Filippine: la battaglia per Marawi

Dal 23 maggio la città di Marawi, situata nell’isola filippina di Mindanao, è teatro di scontri tra un gruppo di militanti affiliati all’ISIS e le forze di sicurezza locali. Tutto ha avuto inizio dopo il fallimento di un blitz dell’esercito filippino, diretto a catturare Isnilon Hapilon, comandante del gruppo ribelle Abu Sayyaf e ritenuto uno dei terroristi più pericolosi del paese asiatico.

I militanti hanno chiamato in loro aiuto il gruppo islamico Maute, attivo dal 2013 e affiliato direttamente all’ISIS. Nell’attacco seguito all’intervento di Maute diversi edifici pubblici, come il carcere e l’ospedale, sono stati presi d’assalto, provocando devastazioni e feriti tra i civili. Pare sia stata presa di mira anche una chiesa e che un sacerdote con alcuni fedeli siano tenuti in ostaggio come scudi umani.

Il Presidente delle Filippine Rodrigo Duterte, che ha dovuto interrompere la sua visita in Russia per fare precipitosamente ritorno a Manila, ha così commentato la situazione: “c’è una guerra in corso e a Marawi si combatte strada per strada”. Duterte non ha però perso tempo, proclamando immediatamente la legge marziale e non escludendo di poterla estendere a tutto il resto dell’arcipelago. Il rischio infatti è che si crei un’alleanza separatista nel sud del Paese, con il coinvolgimento di organizzazioni filo-islamiste indonesiane e malesi.

Il 24 maggio la situazione s’è effettivamente aggravata. Le forze di Hapilon hanno continuato a tenere in scacco le forze di sicurezza tutt’ora impegnate nella bonifica di Marawi, infliggendo loro già alcune perdite, mentre tra i miliziani non se ne è registrata alcuna. È probabile che gli uomini comandati da Hapilon abbiano avuto esperienza di combattimento in Siria e siano dunque preparati a confronti in ambienti urbani.

Allarmanti anche le parole del Ministro degli Esteri australiano Julie Bishop che un paio di mesi fa, a fronte del ritorno di circa 600 miliziani dell’ISIS, metteva in guardia circa la possibilità che essi tentassero di stabilire un nuovo califfato nelle Filippine meridionali.

Il primo esito geopoliticamente rilevante scaturito da questa recrudescenza degli scontri che già in passato hanno insanguinato il sud del Paese asiatico, è stata la firma di importanti documenti di cooperazione con la Russia. Questi includono commercio, energia nucleare, investimenti, industria, trasporti, turismo e ovviamente anche la difesa.

Proprio nel settore della difesa, le Filippine hanno sottolineato il forte bisogno di acquistare nuovi e più efficaci armamenti per meglio far fronte alla minaccia dell’islamismo.

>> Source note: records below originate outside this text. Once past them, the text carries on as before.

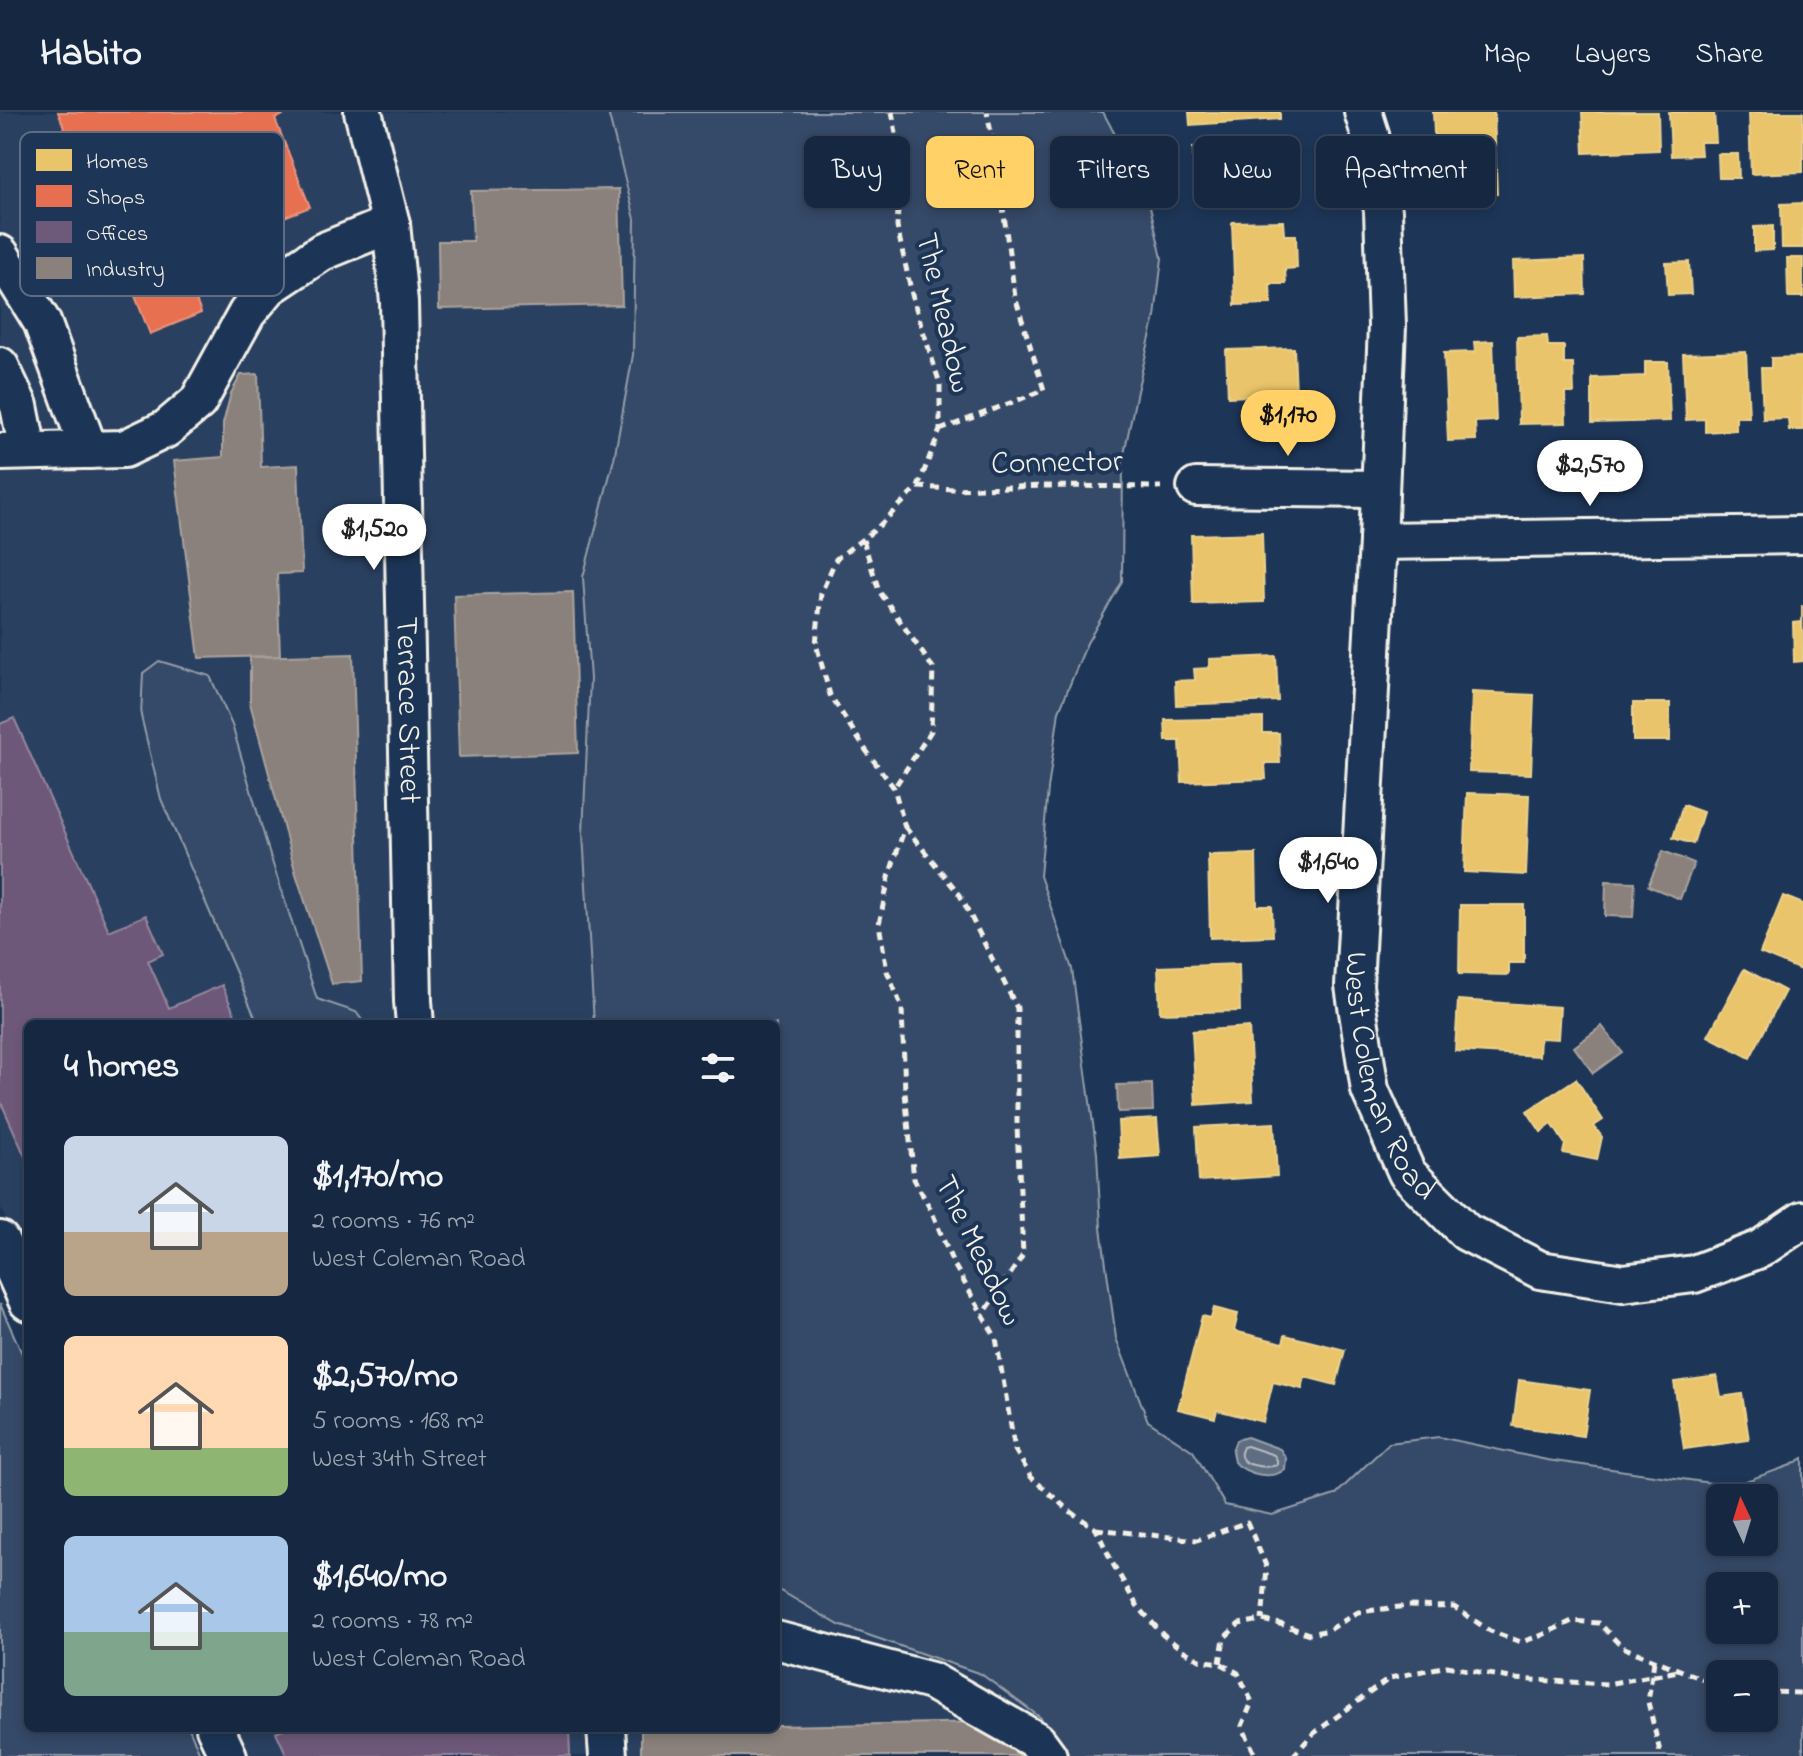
<!DOCTYPE html>
<meta charset="utf-8">
<style>
body{margin:0;font-family:"Indie Flower",sans-serif;background:#1f3048;color:#f1f3f6;height:100vh;display:flex;flex-direction:column;font-size:30px;white-space:nowrap}
*{box-sizing:border-box;margin:0}
p{font-size:26px;color:#9ea6b1}
.icon{flex:none;width:44px;height:44px;fill:none;stroke:currentColor;stroke-width:2;stroke-linecap:round;stroke-linejoin:round}
.map{position:relative;flex:1;overflow:hidden}
.sheet{position:absolute;left:24px;top:908px;width:756px;height:712px;display:flex;flex-direction:column;background:#162841;border-radius:12px;box-shadow:0 4px 12px #0003,0 0 0 2px #35445a}
.sheet>*{flex:none}
.banner{position:absolute;left:804px;top:24px;width:760px;height:72px;display:flex;gap:16px}
.needle{width:52px;rotate:356deg}
.buttons{position:absolute;left:1706px;top:1372px;display:grid;gap:16px}
.buttons a{display:grid;place-items:center;width:72px;height:72px;border-radius:12px;background:#162841;box-shadow:0 4px 12px #0003,0 0 0 2px #35445a;font-size:40px}
.price{position:absolute;translate:-50% -68px;padding:0 18px;border-radius:28px;background:#fff;color:#222;font-size:26px;line-height:52px;filter:drop-shadow(0 2px 4px #0008)}
.price::after{content:'';position:absolute;left:50%;top:48px;width:24px;height:18px;margin-left:-12px;background:inherit;clip-path:polygon(0 0,100% 0,50% 100%)}
.price.selected{background:#ffd166;color:#111}
ul{padding:0;list-style:none}
li{display:flex;align-items:center;gap:24px;height:200px;padding:0 40px}
li span{display:grid;place-items:center;flex:none;width:224px;height:160px;border-radius:12px;color:#555}
li>.icon{margin-inline-start:auto}
span .icon{width:96px;height:96px;fill:#fffc;stroke-width:1}
li b{font-size:34px}
h2{display:flex;justify-content:space-between;align-items:center;height:96px;padding:0 40px;font-size:34px}
.tag{padding:0 28px;border-radius:12px;background:#162841;box-shadow:0 4px 12px #0003,0 0 0 2px #35445a;font-size:28px;line-height:72px}
.tag.selected{background:#ffd166;color:#111}
header{display:flex;align-items:center;gap:48px;box-sizing:border-box;height:112px;padding:0 40px;background:#162841;border-bottom:2px solid #35445a}
header strong{font-size:38px}
nav{display:flex;gap:44px;margin-inline-start:auto;font-size:28px}
.map>svg:first-child{display:block}
.built{fill:#2a4060}
.green{fill:#354a67;stroke:#949ea8;stroke-width:2;fill-rule:evenodd}
.water{fill:#5e6d82;stroke:#9aa2ab;stroke-width:2}
.homes{fill:#e9c46a;stroke:#ecd290;stroke-width:2}
.shops{fill:#e76f51;stroke:#eb967e;stroke-width:2}
.offices{fill:#6d597a;stroke:#96879b;stroke-width:2}
.industry{fill:#8a817c;stroke:#aaa39c;stroke-width:2}
.lines{fill:none;stroke-linecap:round;stroke-linejoin:round}
.shore{stroke:#b8bcbf;stroke-width:2}
.minor-casing{stroke:#f4f1e8;stroke-width:42}
.path{stroke:#f4f1e8;stroke-width:5;stroke-dasharray:8 6;stroke-linecap:butt}
.minor{stroke:#1d3557;stroke-width:36}
.labels{text-anchor:middle;dominant-baseline:central;stroke-width:8;stroke-linejoin:round;paint-order:stroke}
.street-label{font-size:32px;fill:#f4f1e8;stroke:#1d3557}
.key{fill:#1d3557;stroke:#5e6d82;stroke-width:2}
.key-label{font-size:22px;fill:#f4f1e8}
</style>
<header>
<strong>Habito</strong>
<nav><a>Map</a><a>Layers</a><a>Share</a></nav>
</header>
<div class="map">
<svg width="1803" height="1644" viewBox="0 0 1803 1644">
<rect width="100%" height="100%" fill="#1d3557"/>
<filter id="ink" filterUnits="userSpaceOnUse"><feTurbulence type="fractalNoise" baseFrequency=".0125" numOctaves="2"/><feDisplacementMap in="SourceGraphic" scale="16" xChannelSelector="R" yChannelSelector="G"/><feConvolveMatrix kernelMatrix="1 2 1 2 8 2 1 2 1" color-interpolation-filters="sRGB"/></filter>
<g filter="url(#ink)">
<path class="built" d="M0 0H608L635 106 633 243 614 347 583 465 590 567 583 721 594 912H365L356 899 317 887 269 740 232 613V850L258 912H28V1155L0 1094Z
M776 1476 839 1513 981 1562 1041 1606 1068 1644H250L237 1616H776Z"/>
<path class="green" d="M608 0H1103L1147 82 1162 146 1155 205 1137 279 1123 347 1122 470 1087 531 1059 599 1048 677 1040 764 1072 857 1097 1041 1101 1116 1116 1226 1148 1309 1193 1339 1225 1393 1272 1403 1335 1383 1389 1331 1439 1325 1547 1348 1732 1374 1791 1353 1803 1346V1644H1068L1041 1606 981 1562 839 1513 776 1476V912H594L583 721 590 567 583 465 614 347 633 243 635 107ZM1720 1386H1764V1430H1720ZM1720 1474H1764V1518H1720ZM1720 1562H1764V1606H1720Z
M159 549 210 564 232 613 269 740 317 887 356 900 365 912H258L161 687 141 604 143 561Z
M0 1192 28 1255V1616H189L201 1644H0Z"/>
<path class="water" d="M1247 1325 1280 1337 1286 1346 1285 1357C1271 1369 1247 1362 1234 1350L1232 1339 1236 1328Z"/>
<path class="homes" d="M1189 0H1280V7L1190 13Z
M1433 0H1494L1497 82 1437 84Z
M1582 0H1658L1659 38 1584 41Z
M1669 0H1714L1716 30H1700L1701 43 1671 44Z
M1749 0H1803V60L1751 62Z
M1284 30 1287 78 1196 84 1193 36Z
M1718 42H1738L1739 66H1719Z
M1803 91V136H1782L1781 92Z
M1283 109 1284 123H1296L1297 156 1285 157 1286 172H1270L1271 192 1235 193 1232 110Z
M1773 114V138L1754 139V115Z
M1584 146 1585 182 1514 185 1513 149Z
M1787 146H1803V185H1788Z
M1689 150 1691 182 1668 183 1666 151Z
M1547 224 1548 234H1564V252H1573L1574 281H1565L1566 311 1519 312 1517 225Z
M1493 229 1496 309 1475 310 1476 328 1448 329 1444 241 1475 240 1474 230Z
M1294 236 1296 282 1228 285 1226 238Z
M1746 240 1749 305H1736V318L1705 320V307L1686 308 1683 242Z
M1803 245V318H1789L1788 306 1763 307 1761 256H1771V246Z
M1645 250H1668L1670 309 1592 311V266L1645 264Z
M1262 421 1264 490 1193 492 1191 423Z
M1802 493 1803 549 1794 550 1793 511 1802 510Z
M1276 544 1278 589 1176 593 1175 569 1195 568 1194 557 1209 556V547Z
M1472 580 1534 583 1531 662 1469 660Z
M1633 591H1670V629H1633Z
M1263 606V621H1279L1280 651H1265L1266 667 1182 670 1180 629H1166L1165 608Z
M1467 681 1529 683 1526 763 1464 760Z
M1683 693 1703 700 1693 732 1673 726Z
M1256 742 1257 794H1272L1273 824 1210 826 1208 743Z
M1783 784 1803 792V859L1760 841Z
M1460 793H1524V851H1509V863L1459 862Z
M1239 852 1240 899 1160 901 1158 855Z
M1744 857 1785 879 1750 946 1708 924Z
M1458 888 1560 895 1558 927 1540 926 1539 944 1455 939Z
M1249 915 1253 989 1196 993 1192 919Z
M1576 967 1603 1008 1594 1014 1602 1025 1597 1048 1563 1041 1565 1032 1552 1012 1541 1020 1527 999Z
M1157 1007 1160 1044 1120 1047 1118 1009Z
M1274 1011 1277 1064 1199 1069 1196 1015Z
M1214 1196 1238 1202 1234 1219 1283 1231 1285 1223 1345 1238 1336 1273 1305 1265 1302 1277 1273 1270 1263 1310 1217 1298 1215 1306 1178 1297 1202 1204 1211 1206Z
M1717 1264 1721 1285 1742 1282 1749 1328 1684 1337 1674 1270Z
M1519 1268 1590 1278 1583 1324 1513 1314Z"/>
<path class="shops" d="M58 0H282L283 3 275 7 310 95 235 124 243 145 212 157 203 135 179 144 201 201 150 222 122 151 132 147 103 71 88 77Z"/>
<path class="offices" d="M14 606 109 819 146 803 163 842 148 849 169 896 222 873 239 912H28V1051L0 988V612Z
M285 1616H569L570 1644H287L276 1620Z"/>
<path class="industry" d="M619 77 622 193 439 197 438 129H473L471 79Z
M258 262 261 355 298 353 302 461 277 462 280 544 199 546 174 349 223 345V312L231 281 241 263Z
M573 480 578 641 459 645 454 483Z
M353 542 362 869 332 872 296 762 250 591V545Z
M1663 739 1694 751 1680 787 1648 774Z
M1606 769 1635 770 1633 805 1605 804Z
M1602 914 1622 940 1593 961 1574 935Z
M1152 972 1153 999 1118 1000 1117 973Z
M993 1610V1626L1022 1625V1644H641V1617L776 1616V1614Z"/>
<g class="lines">
<path class="shore" d="M1247 1334 1274 1343 1277 1348V1353C1269 1356 1250 1355 1243 1348 1239 1343 1241 1340 1243 1335Z"/>
<g class="minor-casing">
<g id="minor">
<path id="s1" d="M363 0 391 112 399 190 413 889 415 912"/>
<path id="s2" d="M1363 0 1370 22 1383 99 1387 214 1378 429 1354 874 1370 978 1407 1061 1466 1120 1540 1158 1623 1171 1694 1162 1760 1137 1803 1108"/>
<path d="M0 142 42 210 89 338"/>
<path d="M0 254 19 294 28 339"/>
<path d="M0 340 124 337 166 317 198 290 247 201 269 175 322 140 391 112"/>
<path d="M1196 375 1379 377"/>
<path d="M1378 429 1803 423"/>
<path d="M0 1128 28 1190"/>
<path d="M776 1528 931 1569 1037 1629 1048 1644"/>
<path d="M215 1616 228 1644"/>
<path d="M606 1616 608 1644"/>
</g>
</g>
<path class="path" d="M892 0 901 47 897 115 913 187 940 272V318L918 375 876 417 836 447 821 481 816 532 830 583 865 637 894 676 905 715 890 761 879 812 887 859 902 896 905 981 914 1067 932 1100 952 1149 996 1226 1015 1338 1031 1365 1067 1397 1096 1417 1113 1452 1136 1492 1163 1523 1184 1539 1200 1548 1220 1551 1238 1561 1252 1590 1242 1614 1256 1644
M40 111 108 84
M940 318 1044 278 1015 185 997 51 987 0
M918 375 953 377 1042 374 1161 375
M863 428 879 479 933 556 931 619 894 676
M905 715 960 783 1017 896V1015L1023 1143 983 1203
M1096 1417 1197 1428 1247 1410 1267 1456 1262 1508
M1654 1549 1648 1590 1661 1644
M1220 1551 1224 1526 1239 1512 1262 1508 1284 1513 1309 1522 1329 1518 1358 1500 1408 1494 1454 1495 1490 1519 1521 1530 1540 1524 1572 1509 1599 1511 1622 1535 1720 1574
M1764 1580 1803 1581
M1293 1644 1313 1622 1390 1566 1447 1554 1515 1567 1607 1572 1678 1559"/>
<use href="#minor" class="minor"/>
</g>
</g>
<g class="labels">
<g class="street-label">
<text transform="translate(942 201) rotate(77)">The Meadow</text>
<text transform="translate(1057 352) rotate(-1)">Connector</text>
<text stroke="none"><textPath href="#s1" startOffset="602">Terrace Street</textPath></text>
<text stroke="none"><textPath href="#s2" startOffset="974">West Coleman Road</textPath></text>
<text transform="translate(977 1139) rotate(64)">The Meadow</text>
</g>
</g>
<rect x="20" y="20" width="264" height="164" rx="12" class="key"/>
<rect x="36" y="37" width="36" height="22" fill="#e9c46a"/>
<rect x="36" y="73" width="36" height="22" fill="#e76f51"/>
<rect x="36" y="109" width="36" height="22" fill="#6d597a"/>
<rect x="36" y="145" width="36" height="22" fill="#8a817c"/>
<g class="key-label">
<text x="86" y="56">Homes</text>
<text x="86" y="92">Shops</text>
<text x="86" y="128">Offices</text>
<text x="86" y="164">Industry</text>
</g>
</svg>
<div class="buttons">
<a><svg class="needle" viewBox="-14 -14 28 28"><path d="M0-13l5 13h-10z" fill="#e53935"/><path d="M0 13l5-13h-10z" fill="#9ea6b1"/></svg></a>
<a>+</a>
<a>−</a>
</div>
<b class="price selected" style="left:1288px;top:346px">$1,170</b>
<b class="price" style="left:1590px;top:396px">$2,570</b>
<b class="price" style="left:374px;top:460px">$1,520</b>
<b class="price" style="left:1328px;top:793px">$1,640</b>
<div class="banner">
<a class="tag">Buy</a>
<a class="tag selected">Rent</a>
<a class="tag">Filters</a>
<a class="tag">New</a>
<a class="tag">Apartment</a>
</div>
<section class="sheet">
<h2>4 homes<svg class="icon" aria-label="filters" viewBox="0 0 24 24"><path d="M4 7h16M4 17h16"/><circle cx="9" cy="7" r="2"/><circle cx="15" cy="17" r="2"/></svg></h2>
<ul>
<li><span style="background:linear-gradient(#c9d6e8 60%,#b9a48a 0)"><svg class="icon" aria-label="home" viewBox="0 0 24 24"><path d="M3 11l9-7 9 7M6 9v11h12V9"/></svg></span><div><b>$1,170/mo</b><p>2 rooms · 76 m²</p><p>West Coleman Road</p></div></li>
<li><span style="background:linear-gradient(#ffd9b3 70%,#8fb573 0)"><svg class="icon" aria-label="home" viewBox="0 0 24 24"><path d="M3 11l9-7 9 7M6 9v11h12V9"/></svg></span><div><b>$2,570/mo</b><p>5 rooms · 168 m²</p><p>West 34th Street</p></div></li>
<li><span style="background:linear-gradient(#a9c7e8 60%,#7fa58c 0)"><svg class="icon" aria-label="home" viewBox="0 0 24 24"><path d="M3 11l9-7 9 7M6 9v11h12V9"/></svg></span><div><b>$1,640/mo</b><p>2 rooms · 78 m²</p><p>West Coleman Road</p></div></li>
</ul>
</section>
</div>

La questione era già divenuta pressante dopo lo stop imposto da Washington alla vendita di circa 27.000 fucili all’esercito filippino; decisione motivata dalle presunte violazioni dei diritti umani verificatesi nel Paese sotto la presidenza di Duderte.

Il Ministro degli affari esteri filippino Alan P. Cayetano, parlando con la stampa, ha affermato che, pur non potendo discuterne i dettagli, gli armamenti promessi dai russi consentiranno alle forze di sicurezza di affrontare validamente la minaccia terroristica, limitando al minimo il coinvolgimento di civili.

Intanto i combattimenti a Marawi continuano con attacchi portati chirurgicamente da forze dell’esercito filippino infiltratesi in città martedì scorso, mentre i miliziani islamisti tengono la posizione facendosi scudo con alcuni civili presi in ostaggio.